Validity. We estimate product-moment correlations between the ISS and other variables hypothesized to be associated with it in the overall sample and for the chronic low back pain subgroup: RMDQ, bothered by low back pain in the past week, average low back pain in the past week, worst low back pain in the past 24 hours), the PROMIS-29 satisfaction with social role participation scale, and age. We hypothesized that the ISS would have large positive correlations with the RMDQ and pain items, a large negative correlation with satisfaction with social role participation, and a small positive correlation with age. Magnitude of correlations was defined by 0.10, 0.30 and 0.50 as small, medium and large, respectively [13].

Level of Pain Impact and Responsiveness to Change. For the three data collection points, we report the degree of pain impact using the ISS cut points suggested by the NIH task force: 8–27 (mild), 28–34 (moderate), and 35–50 (severe) in the overall sample and for the pain duration subgroups.
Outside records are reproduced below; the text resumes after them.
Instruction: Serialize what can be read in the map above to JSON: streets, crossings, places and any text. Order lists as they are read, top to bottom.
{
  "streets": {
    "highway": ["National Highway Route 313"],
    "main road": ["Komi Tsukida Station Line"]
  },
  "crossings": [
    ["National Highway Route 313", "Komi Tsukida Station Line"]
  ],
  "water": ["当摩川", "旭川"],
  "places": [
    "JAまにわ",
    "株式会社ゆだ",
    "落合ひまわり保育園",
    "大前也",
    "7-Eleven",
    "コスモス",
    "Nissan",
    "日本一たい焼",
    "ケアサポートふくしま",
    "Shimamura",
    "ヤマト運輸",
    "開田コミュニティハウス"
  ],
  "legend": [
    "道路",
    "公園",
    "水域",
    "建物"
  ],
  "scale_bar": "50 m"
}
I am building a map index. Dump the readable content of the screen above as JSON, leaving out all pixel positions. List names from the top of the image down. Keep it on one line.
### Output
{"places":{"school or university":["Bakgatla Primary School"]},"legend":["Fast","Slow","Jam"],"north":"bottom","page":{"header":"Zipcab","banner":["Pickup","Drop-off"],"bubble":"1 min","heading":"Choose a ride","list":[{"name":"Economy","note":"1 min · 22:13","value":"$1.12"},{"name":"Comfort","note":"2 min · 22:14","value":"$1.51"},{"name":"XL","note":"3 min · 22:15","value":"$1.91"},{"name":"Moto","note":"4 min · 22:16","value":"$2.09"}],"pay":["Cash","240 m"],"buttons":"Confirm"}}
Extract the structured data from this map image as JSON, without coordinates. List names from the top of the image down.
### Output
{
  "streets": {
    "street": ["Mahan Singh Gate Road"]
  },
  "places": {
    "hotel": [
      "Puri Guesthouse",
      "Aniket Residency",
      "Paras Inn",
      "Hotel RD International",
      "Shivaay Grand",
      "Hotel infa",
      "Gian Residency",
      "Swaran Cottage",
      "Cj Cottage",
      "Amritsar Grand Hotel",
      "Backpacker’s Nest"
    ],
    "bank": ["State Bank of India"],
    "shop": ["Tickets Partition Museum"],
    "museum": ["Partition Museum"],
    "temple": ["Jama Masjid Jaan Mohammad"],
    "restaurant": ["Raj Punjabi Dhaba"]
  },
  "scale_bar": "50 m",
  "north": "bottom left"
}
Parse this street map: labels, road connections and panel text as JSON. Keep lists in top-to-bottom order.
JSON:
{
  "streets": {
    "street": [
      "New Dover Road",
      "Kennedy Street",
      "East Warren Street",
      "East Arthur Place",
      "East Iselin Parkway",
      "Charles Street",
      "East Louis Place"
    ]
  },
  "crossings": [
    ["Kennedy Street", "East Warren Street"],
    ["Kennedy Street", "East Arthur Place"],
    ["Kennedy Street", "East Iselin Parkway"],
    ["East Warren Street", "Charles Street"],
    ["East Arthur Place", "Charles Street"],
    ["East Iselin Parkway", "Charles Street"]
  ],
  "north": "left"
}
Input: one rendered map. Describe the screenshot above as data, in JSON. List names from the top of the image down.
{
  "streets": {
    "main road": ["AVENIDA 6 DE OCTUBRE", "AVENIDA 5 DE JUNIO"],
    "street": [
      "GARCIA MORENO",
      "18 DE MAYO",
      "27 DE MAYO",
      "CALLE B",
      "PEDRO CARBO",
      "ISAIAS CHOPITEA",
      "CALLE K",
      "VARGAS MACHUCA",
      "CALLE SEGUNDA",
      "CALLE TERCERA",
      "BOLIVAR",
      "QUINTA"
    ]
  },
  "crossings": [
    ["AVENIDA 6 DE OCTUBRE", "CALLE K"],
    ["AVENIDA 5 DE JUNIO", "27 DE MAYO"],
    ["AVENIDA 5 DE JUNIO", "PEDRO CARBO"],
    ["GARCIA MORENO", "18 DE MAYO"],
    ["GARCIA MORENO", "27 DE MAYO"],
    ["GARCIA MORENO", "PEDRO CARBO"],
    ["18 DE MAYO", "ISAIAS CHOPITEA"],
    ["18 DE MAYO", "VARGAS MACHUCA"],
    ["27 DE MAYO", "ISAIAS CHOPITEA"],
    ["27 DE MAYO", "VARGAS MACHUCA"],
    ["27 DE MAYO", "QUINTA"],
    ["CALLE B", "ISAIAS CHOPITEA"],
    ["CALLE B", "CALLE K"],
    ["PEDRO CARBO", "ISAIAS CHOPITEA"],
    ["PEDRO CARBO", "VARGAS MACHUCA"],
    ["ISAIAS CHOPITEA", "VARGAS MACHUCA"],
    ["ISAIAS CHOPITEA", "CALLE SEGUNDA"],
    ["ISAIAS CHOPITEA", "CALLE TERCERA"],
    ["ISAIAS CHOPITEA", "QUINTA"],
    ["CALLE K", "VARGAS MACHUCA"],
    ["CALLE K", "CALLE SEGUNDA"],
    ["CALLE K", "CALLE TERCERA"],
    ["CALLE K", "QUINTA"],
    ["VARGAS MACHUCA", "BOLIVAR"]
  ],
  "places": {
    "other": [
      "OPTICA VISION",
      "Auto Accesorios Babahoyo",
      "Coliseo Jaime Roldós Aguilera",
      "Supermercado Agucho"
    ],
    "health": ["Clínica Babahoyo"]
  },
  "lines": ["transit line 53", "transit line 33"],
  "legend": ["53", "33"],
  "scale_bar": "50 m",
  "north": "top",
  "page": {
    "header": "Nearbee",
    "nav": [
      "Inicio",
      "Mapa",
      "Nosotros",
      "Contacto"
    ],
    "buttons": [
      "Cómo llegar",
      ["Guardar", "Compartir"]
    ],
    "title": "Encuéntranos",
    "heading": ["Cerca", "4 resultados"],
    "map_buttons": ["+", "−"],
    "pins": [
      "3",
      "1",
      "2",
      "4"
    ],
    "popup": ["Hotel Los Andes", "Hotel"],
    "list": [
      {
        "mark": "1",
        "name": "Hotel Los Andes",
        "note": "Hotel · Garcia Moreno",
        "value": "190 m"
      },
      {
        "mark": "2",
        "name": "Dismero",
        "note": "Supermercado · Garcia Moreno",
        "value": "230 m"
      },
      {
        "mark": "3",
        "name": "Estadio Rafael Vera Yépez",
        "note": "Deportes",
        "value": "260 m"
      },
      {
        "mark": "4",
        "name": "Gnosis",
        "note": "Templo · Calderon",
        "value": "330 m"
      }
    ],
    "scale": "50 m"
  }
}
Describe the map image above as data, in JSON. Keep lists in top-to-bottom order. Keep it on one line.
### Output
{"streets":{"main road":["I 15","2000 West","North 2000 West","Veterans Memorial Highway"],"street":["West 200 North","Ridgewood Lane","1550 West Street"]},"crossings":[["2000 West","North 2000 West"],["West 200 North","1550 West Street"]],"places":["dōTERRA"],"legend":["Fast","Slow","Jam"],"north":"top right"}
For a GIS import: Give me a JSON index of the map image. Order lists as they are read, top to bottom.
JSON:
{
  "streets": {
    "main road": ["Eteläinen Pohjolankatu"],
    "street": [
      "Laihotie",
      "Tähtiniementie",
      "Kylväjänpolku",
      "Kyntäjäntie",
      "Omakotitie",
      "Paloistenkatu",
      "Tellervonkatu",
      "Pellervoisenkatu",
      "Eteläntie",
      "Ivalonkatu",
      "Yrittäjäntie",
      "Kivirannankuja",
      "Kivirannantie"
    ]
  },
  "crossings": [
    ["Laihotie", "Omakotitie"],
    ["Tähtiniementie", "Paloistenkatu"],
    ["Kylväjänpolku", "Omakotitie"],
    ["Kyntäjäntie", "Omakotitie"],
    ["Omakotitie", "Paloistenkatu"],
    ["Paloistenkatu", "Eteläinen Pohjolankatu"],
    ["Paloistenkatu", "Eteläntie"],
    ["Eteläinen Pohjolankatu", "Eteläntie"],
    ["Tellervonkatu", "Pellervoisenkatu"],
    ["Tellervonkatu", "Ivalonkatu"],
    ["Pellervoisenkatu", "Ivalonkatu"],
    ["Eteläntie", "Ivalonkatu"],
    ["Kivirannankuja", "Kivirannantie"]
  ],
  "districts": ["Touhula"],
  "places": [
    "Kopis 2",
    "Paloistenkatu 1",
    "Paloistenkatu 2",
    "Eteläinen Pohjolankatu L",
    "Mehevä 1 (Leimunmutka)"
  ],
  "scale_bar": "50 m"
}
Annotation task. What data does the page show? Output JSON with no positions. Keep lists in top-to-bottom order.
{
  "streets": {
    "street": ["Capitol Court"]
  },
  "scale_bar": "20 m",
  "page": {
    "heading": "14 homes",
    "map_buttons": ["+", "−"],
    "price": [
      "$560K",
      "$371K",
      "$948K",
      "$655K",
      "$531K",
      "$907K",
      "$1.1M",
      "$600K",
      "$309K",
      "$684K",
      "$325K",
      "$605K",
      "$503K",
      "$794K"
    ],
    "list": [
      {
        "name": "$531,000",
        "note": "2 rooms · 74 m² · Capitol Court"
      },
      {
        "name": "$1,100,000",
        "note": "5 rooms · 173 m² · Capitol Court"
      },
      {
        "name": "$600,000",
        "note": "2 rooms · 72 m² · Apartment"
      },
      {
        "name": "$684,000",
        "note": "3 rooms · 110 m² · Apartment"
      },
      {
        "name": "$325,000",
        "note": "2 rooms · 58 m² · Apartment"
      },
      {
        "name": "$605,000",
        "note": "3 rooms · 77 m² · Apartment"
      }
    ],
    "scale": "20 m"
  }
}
We estimate the effect size for change and responsiveness to change of the ISS from baseline to 6 weeks later for the overall sample using multiple anchors: 1) Retrospective rating of change in low back pain; 2) How bothersome was your low back pain; and 3) Average low back pain. We estimate Spearman correlations between change in the ISS and the anchors and assess whether the amount of change on the ISS is monotonically related to change implied by the levels of change suggested by the anchors. We also report F-statistics from general linear models with the ISS as the dependent variable and the anchors as independent variables.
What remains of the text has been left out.